Barna Group’s recent research reveals: only 4% of American adults and 6% of professing Christians hold a biblical worldview. Nearly half of American adults don’t believe the Bible is literally true — that is, according to a recent study highlighted by The Christian Post. The Ligonier State of Theology 2025 report, a separate study conducted by Lifeway Research, found a collective 48% of Americans believe “the Bible, like all sacred writings, contains helpful accounts of ancient myths but is not literally true.” Similarly, 44% reject that “the Bible is 100% accurate in all that it teaches.”
The State of Theology study revealed alarming trends: 47% of evangelicals believe God accepts the worship of all religions, 53% assert that most people are inherently good despite sinning occasionally, and 49% of U.S. adults view Jesus as a great teacher but not God. These findings, as Hibbs and Perkins emphasized, directly contradict biblical teachings, raising concerns about the doctrinal fidelity of many churches.

This should not come as a surprise as most church denominations have accepted gay marriage, homosexual pastors and even transgenderism.
The Bible is God’s voice, His truth, alive and active. Every passion you’re wrestling with, every opinion you hold, Scripture speaks to it, directly or indirectly. Throw out any topic, and the Bible has the final say. It’s the lens that makes sense of everything. Every worldview outside the Bible crumbles under scrutiny. Only Scripture unveils who God is, what’s broken in the world, who we are, and where we’re headed. It’s the only lens that makes sense of a chaotic world.
When skeptics reject the Bible as God’s inspired, authoritative word, they’re left chasing fleeting wisdom from the “universe” — or worse, themselves — and they always come up empty.
I challenge you to find one person who’s genuinely content — not just pretending to be — and unshaken by life’s uncertainties, without a flicker of longing for something greater. I’ve yet to meet an unbeliever who isn’t, knowingly or not, trying to fill a God-shaped void with something, because we simply weren’t created from nothing, for nothing, only to die and fade back into nothing.
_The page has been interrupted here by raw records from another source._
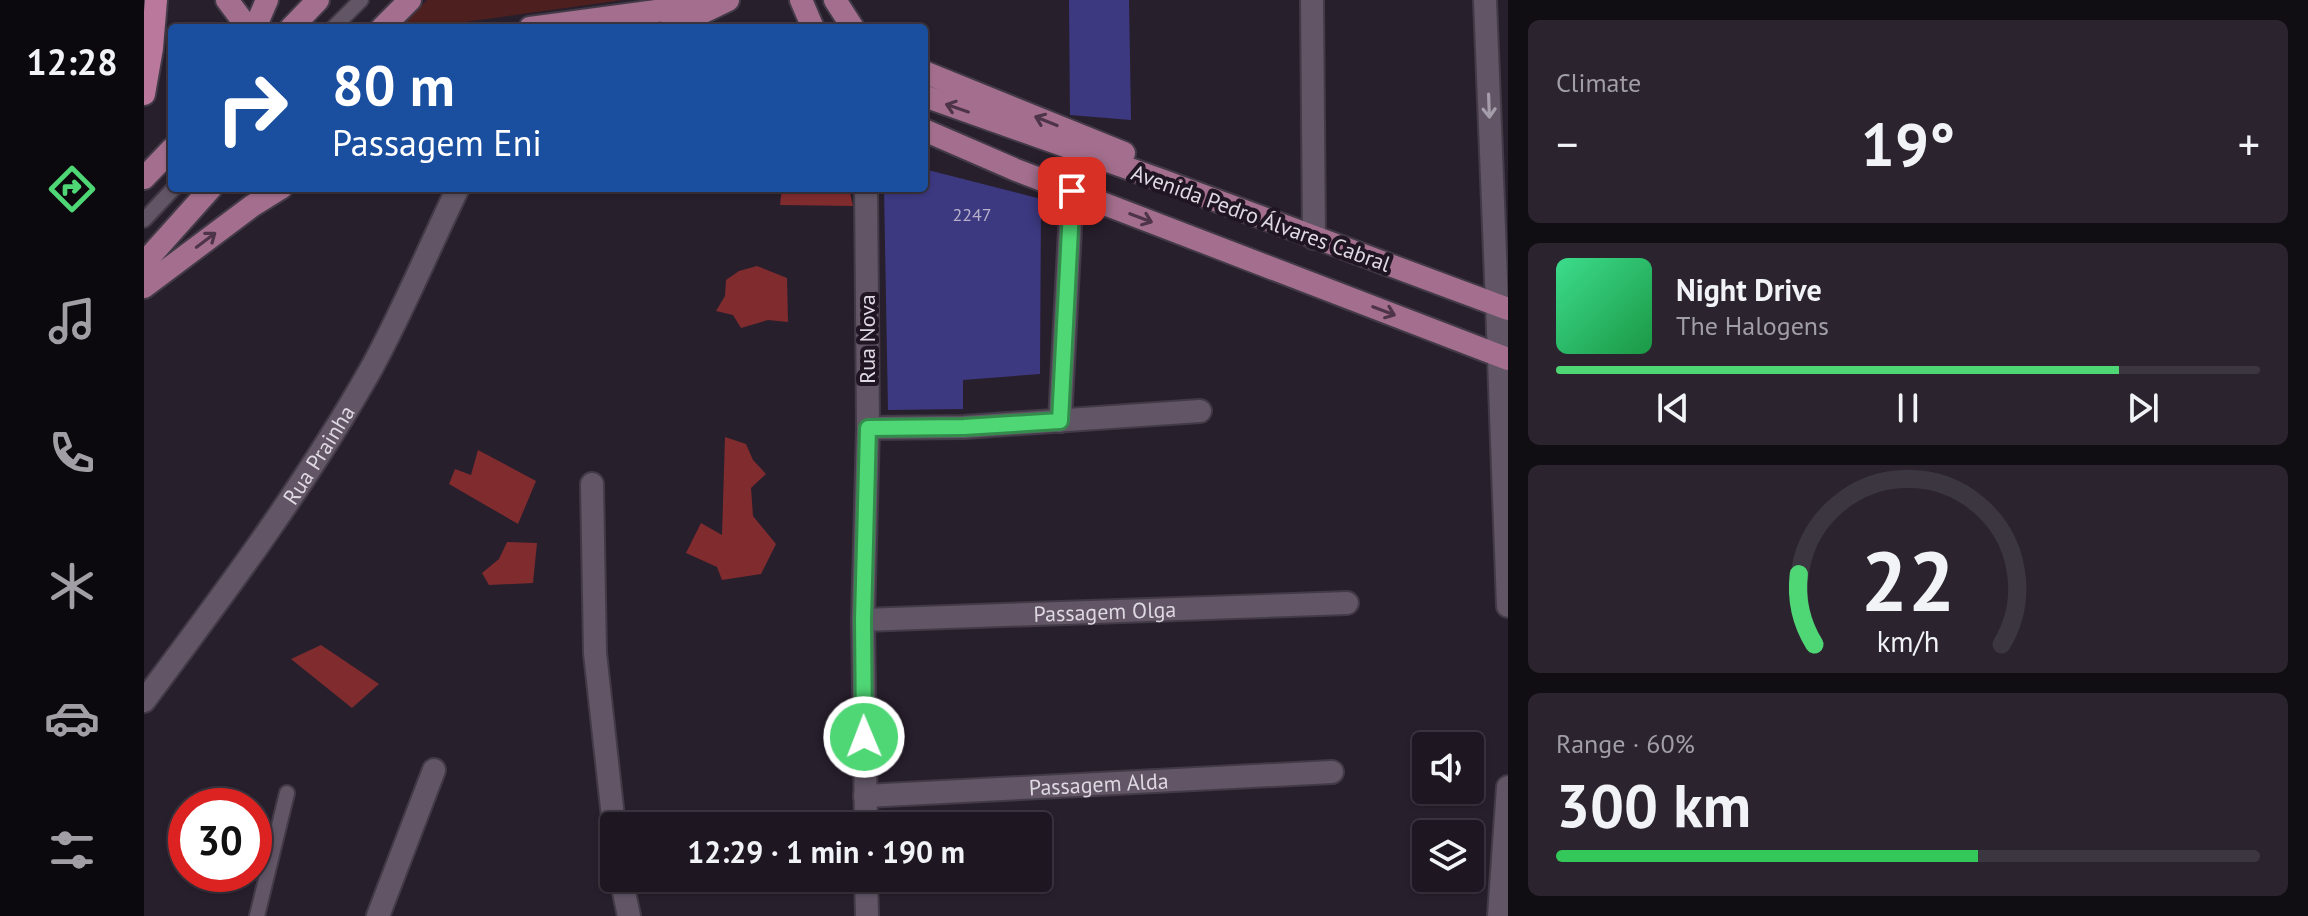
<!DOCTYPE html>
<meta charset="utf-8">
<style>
body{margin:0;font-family:"PT Sans",sans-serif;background:#2b242f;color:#f1f3f6;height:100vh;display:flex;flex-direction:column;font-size:30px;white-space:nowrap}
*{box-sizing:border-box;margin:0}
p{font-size:26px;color:#a19fa5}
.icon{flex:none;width:44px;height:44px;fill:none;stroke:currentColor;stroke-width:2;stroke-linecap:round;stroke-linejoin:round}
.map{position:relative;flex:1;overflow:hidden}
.drawer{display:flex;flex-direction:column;gap:20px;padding:20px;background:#100d13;width:800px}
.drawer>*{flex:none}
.banner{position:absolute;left:24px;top:24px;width:760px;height:168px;border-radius:8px;box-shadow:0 2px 6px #0004,0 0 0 2px #3c3640;background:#1a4fa0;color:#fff;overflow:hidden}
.buttons{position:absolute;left:1268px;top:732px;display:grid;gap:16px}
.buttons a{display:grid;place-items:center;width:72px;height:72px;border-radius:8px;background:#1e1722;box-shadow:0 2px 6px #0004,0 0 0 2px #3c3640;font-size:40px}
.speed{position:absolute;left:24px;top:788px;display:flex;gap:16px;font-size:40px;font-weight:700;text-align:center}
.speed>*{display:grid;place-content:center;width:104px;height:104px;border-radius:50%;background:#1e1722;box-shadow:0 2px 6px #0004,0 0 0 2px #3c3640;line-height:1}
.speed .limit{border:12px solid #d22;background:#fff;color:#111}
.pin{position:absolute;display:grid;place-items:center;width:68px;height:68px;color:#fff;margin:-34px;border-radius:16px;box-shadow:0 4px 12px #0006}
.me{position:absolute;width:88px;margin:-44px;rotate:359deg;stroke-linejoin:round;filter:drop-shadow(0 0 6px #0008)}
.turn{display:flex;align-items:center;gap:28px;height:168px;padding:0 32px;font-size:36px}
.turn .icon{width:104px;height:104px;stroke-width:2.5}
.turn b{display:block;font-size:56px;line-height:68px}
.big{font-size:60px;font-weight:800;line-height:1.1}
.drawer .card{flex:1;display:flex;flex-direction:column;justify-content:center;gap:12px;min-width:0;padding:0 28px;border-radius:12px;background:#2b242f}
.drawer .dial{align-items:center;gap:0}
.dial svg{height:208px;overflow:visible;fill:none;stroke:#3c3640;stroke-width:7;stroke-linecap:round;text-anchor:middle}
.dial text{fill:#f1f3f6;stroke:none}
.song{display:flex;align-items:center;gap:24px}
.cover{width:96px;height:96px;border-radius:12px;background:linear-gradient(135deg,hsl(150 70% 55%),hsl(140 70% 35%))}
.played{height:8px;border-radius:4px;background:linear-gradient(90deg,#4fd675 80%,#3c3640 80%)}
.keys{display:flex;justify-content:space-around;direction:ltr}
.heat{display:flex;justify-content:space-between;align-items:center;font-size:44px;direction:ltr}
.charge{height:12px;border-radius:6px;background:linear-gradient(90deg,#34c759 60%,#3c3640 0)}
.trip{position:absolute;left:456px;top:812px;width:452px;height:80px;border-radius:8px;background:#1e1722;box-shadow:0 2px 6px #0004,0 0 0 2px #3c3640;font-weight:800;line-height:80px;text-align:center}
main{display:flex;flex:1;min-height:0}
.tabs{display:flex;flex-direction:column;width:144px;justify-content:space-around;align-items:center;background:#0c090e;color:#a19fa5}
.tabs .icon{width:56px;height:56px}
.tabs .current{color:#4fd675}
.tabs b{font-size:36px;color:#f1f3f6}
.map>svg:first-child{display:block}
.green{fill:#4d1f1f}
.forest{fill:#802b2e}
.building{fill:#3d3981}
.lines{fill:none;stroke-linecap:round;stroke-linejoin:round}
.service-casing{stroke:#423a46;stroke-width:18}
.minor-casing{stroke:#423a46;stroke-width:26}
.tertiary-casing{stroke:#423a46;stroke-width:26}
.primary-casing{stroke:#423a46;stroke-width:26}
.trunk-casing{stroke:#423a46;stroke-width:26}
.service{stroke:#615566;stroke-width:14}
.minor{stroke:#615566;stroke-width:22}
.tertiary{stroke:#615566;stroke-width:22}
.primary{stroke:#a46f8e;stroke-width:22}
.trunk{stroke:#ba789c;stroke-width:22}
.oneway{stroke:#a69daa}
.oneway2{stroke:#4e3448}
.route-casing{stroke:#338b4c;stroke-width:20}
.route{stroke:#4fd675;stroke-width:14}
.labels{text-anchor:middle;stroke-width:8;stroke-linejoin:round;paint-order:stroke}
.number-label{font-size:18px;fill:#b6b0c9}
.street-label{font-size:22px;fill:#ded8e1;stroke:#1f1523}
</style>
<main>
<nav class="tabs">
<b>12:28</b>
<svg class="icon current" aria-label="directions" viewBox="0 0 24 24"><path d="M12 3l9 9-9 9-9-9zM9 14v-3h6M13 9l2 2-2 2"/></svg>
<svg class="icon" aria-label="music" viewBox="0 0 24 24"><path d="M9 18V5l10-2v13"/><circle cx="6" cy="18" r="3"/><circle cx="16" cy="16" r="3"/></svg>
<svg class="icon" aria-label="phone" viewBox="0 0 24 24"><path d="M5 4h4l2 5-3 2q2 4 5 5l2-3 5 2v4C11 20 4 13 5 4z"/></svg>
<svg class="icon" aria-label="climate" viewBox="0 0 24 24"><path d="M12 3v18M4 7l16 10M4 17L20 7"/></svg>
<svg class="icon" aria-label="car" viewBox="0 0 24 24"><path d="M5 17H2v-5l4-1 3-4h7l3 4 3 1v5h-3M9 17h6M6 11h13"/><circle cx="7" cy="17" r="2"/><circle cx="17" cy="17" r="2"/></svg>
<svg class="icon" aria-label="filters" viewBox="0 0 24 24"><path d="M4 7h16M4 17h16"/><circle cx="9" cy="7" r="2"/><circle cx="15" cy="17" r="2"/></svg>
</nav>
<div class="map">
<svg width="1364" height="916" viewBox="0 0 1364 916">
<rect width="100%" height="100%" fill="#281f2d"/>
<polygon class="green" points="283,0 479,0 279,28 255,28"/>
<g class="forest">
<polygon points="638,188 705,188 709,206 636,205"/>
<polygon points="613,266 643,278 644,322 624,320 597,328 589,315 572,311 581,296 582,280 595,271"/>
<polygon points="581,437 602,444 609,460 622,474 607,488 609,516 632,544 617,574 578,580 573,567 542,553 557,523 578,535"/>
<polygon points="334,450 392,481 374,524 305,484 311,469 327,475"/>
<polygon points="363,542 393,543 389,583 345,585 338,573 355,559"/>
<polygon points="177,645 235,684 208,708 147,659"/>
</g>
<g class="building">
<polygon points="925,0 985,0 987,120 926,115"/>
<polygon points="780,169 897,199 896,374 819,380 819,409 744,410 740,188 780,188"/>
</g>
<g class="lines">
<g class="service-casing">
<g id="service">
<polyline points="189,28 217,0"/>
<polyline points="0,220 30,188"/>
<polyline points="113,916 143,793"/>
</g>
</g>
<g class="minor-casing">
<g id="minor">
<polyline points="1168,0 1170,238"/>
<polyline points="1341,0 1353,304"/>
<polyline points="916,421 928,191"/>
<polyline points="724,428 820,427 1056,411"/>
<polyline points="448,484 451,653 470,826"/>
<path id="s1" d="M719,620L1203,603"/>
<path id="s2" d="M0,701C80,594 161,486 227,369C259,311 285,248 314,188"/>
<path id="s3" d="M721,796L1188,772"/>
<polyline points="722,826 719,620 724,428 722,188"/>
<polyline points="477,878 485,916"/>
<polyline points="722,878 723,916"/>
<polyline points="234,916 290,770"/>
</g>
</g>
<g class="tertiary-casing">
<g id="tertiary">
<polyline points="1353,304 1364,606"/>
<polyline points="1355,916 1364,787"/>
</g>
</g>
<g class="primary-casing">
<g id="primary">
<polyline points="83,0 104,28"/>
<polyline points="657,0 669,28"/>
<polyline points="691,0 709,28"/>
<polyline points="111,28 123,0"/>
<polyline points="147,28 174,0"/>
<polyline points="238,28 266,0"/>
<polyline points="386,28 534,8 549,0"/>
<polyline points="526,28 584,0"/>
<polyline points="780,72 980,153"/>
<polyline points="780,96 1020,181 1364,309"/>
<polyline points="780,130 872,170 1364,359"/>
<polyline points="0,178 28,149"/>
<polyline points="0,263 67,188"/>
<polyline points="0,287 108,206 137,188"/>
</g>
</g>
<g class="trunk-casing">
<polyline id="trunk" points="0,94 8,48 12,0"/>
</g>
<use href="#service" class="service"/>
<use href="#minor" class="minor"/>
<use href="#tertiary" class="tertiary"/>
<use href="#primary" class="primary"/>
<use href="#trunk" class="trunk"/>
</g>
<defs><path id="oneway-shaft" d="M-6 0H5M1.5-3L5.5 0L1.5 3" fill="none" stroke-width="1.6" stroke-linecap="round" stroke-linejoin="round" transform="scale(2)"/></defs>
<use class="oneway" href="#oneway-shaft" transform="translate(1345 106) rotate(88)"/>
<g class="oneway2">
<use href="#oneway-shaft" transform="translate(813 108) rotate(-161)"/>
<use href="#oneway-shaft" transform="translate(902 121) rotate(-158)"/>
<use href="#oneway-shaft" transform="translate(997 218) rotate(21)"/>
<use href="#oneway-shaft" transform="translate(62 240) rotate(-37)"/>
<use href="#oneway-shaft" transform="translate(1240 311) rotate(21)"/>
</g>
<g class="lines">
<g class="route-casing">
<polyline id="route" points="720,737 719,620 724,428 820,427 916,421 928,191"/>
</g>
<use href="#route" class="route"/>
</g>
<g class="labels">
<g class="number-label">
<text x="828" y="221">2247</text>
</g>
<g class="street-label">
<text transform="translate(1117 218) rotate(20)" y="8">Avenida Pedro Álvares Cabral</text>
<text transform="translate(723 339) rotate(-90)" y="8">Rua Nova</text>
<text dy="8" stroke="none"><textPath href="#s2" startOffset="302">Rua Prainha</textPath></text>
<text dy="8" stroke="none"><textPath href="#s1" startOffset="242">Passagem Olga</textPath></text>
<text dy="8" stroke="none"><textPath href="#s3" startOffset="234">Passagem Alda</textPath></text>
</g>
</g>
</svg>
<div class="buttons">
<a><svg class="icon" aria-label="sound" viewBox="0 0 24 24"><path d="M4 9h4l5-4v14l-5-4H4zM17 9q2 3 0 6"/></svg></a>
<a><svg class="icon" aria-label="layers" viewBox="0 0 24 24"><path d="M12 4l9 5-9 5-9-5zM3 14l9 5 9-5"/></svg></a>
</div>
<div class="speed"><div class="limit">30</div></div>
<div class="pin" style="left:928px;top:191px;background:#d93025"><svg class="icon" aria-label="arrive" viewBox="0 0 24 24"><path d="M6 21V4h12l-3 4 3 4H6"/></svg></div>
<svg class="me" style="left:720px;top:737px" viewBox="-20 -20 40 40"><circle r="17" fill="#4fd675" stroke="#fff" stroke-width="3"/><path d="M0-11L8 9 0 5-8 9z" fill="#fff"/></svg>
<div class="trip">12:29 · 1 min · 190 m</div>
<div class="banner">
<div class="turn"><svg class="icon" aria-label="right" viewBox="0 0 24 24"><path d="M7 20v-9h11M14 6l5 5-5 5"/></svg><div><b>80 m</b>Passagem Eni</div></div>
</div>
</div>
<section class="drawer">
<div class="card"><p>Climate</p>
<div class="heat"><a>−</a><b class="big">19°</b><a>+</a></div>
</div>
<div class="card">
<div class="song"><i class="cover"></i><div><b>Night Drive</b><p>The Halogens</p></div></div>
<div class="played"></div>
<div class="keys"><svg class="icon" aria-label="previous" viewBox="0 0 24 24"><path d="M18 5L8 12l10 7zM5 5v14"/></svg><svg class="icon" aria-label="pause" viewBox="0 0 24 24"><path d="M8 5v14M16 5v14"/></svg><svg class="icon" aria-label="next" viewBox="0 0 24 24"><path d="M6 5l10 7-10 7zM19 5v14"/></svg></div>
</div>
<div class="card dial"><svg viewBox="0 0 100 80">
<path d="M14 69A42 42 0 1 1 86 69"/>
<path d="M14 69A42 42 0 0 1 8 42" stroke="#4fd675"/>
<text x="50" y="56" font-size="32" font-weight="700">22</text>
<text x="50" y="72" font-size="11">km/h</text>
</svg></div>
<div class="card"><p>Range · 60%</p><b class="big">300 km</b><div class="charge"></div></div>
</section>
</main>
Dr. George Barna nailed it: “Understanding God — often referred to as ‘prime reality’ — is the cornerstone of worldview development. Without a biblical understanding of God, it is difficult to develop a coherent biblical worldview built on His truth.” There’s a simple truth we, as believers, must never forget: it’s not ultimately up to us to change minds and unharden hearts. Only God, through the power of the Holy Spirit, carries that ability. It’s easy to feel like a failure if a single conversation doesn’t spark a conversion, but that’s not the case.
I’ll tell you where we’ve failed. We fail when we water down Scripture to appease skeptics. We fail when we stop quoting God’s word because it’s “unwelcome.” We fail when we dodge the hard truths — sin, Christ’s cross, repentance — to avoid ruffling feathers. We fail when fear of rejection or uncertainty silences our witness, or when cynicism tricks us into thinking humanity’s hope lies in ourselves, not in Jesus Christ, the King of kings and Lord of lords.
If you’re a Christ-follower reading this, I pray it causes you to re-examine your own life. Do you shy away from tough talks? Do you let skeptics dictate what you can or cannot say? Or do you stand bold in biblical conviction? Do doubts shake you, or do you anchor yourself in Christ?
We are all called to trust and obey. Trust that “the Holy Spirit will teach you in that very hour what you ought to say” (Luke 12:12). Trust that God’s grace is enough, “My grace is sufficient for you, for my power is made perfect in weakness.” (2 Corinthians 12:9). Trust that “God will supply every need of yours according to His riches in glory in Christ Jesus” (Philippians 4:19). Trust Psalm 118:6: “The LORD is on my side; I will not fear. What can man do to me?” Because “if God is for us, who can be against us?” (Romans 8:31).
Then, with these promises written on your heart, obey Christ’s call in Matthew 28:19 to “make disciples of all nations, baptizing them in the name of the Father and of the Son and of the Holy Spirit, teaching them to observe all that I have commanded you.” Obey Ephesians 4:15’s charge to “speak truth in love.” Trusting in God’s faithfulness, obey the call to be salt and light, even when the world mocks us for it.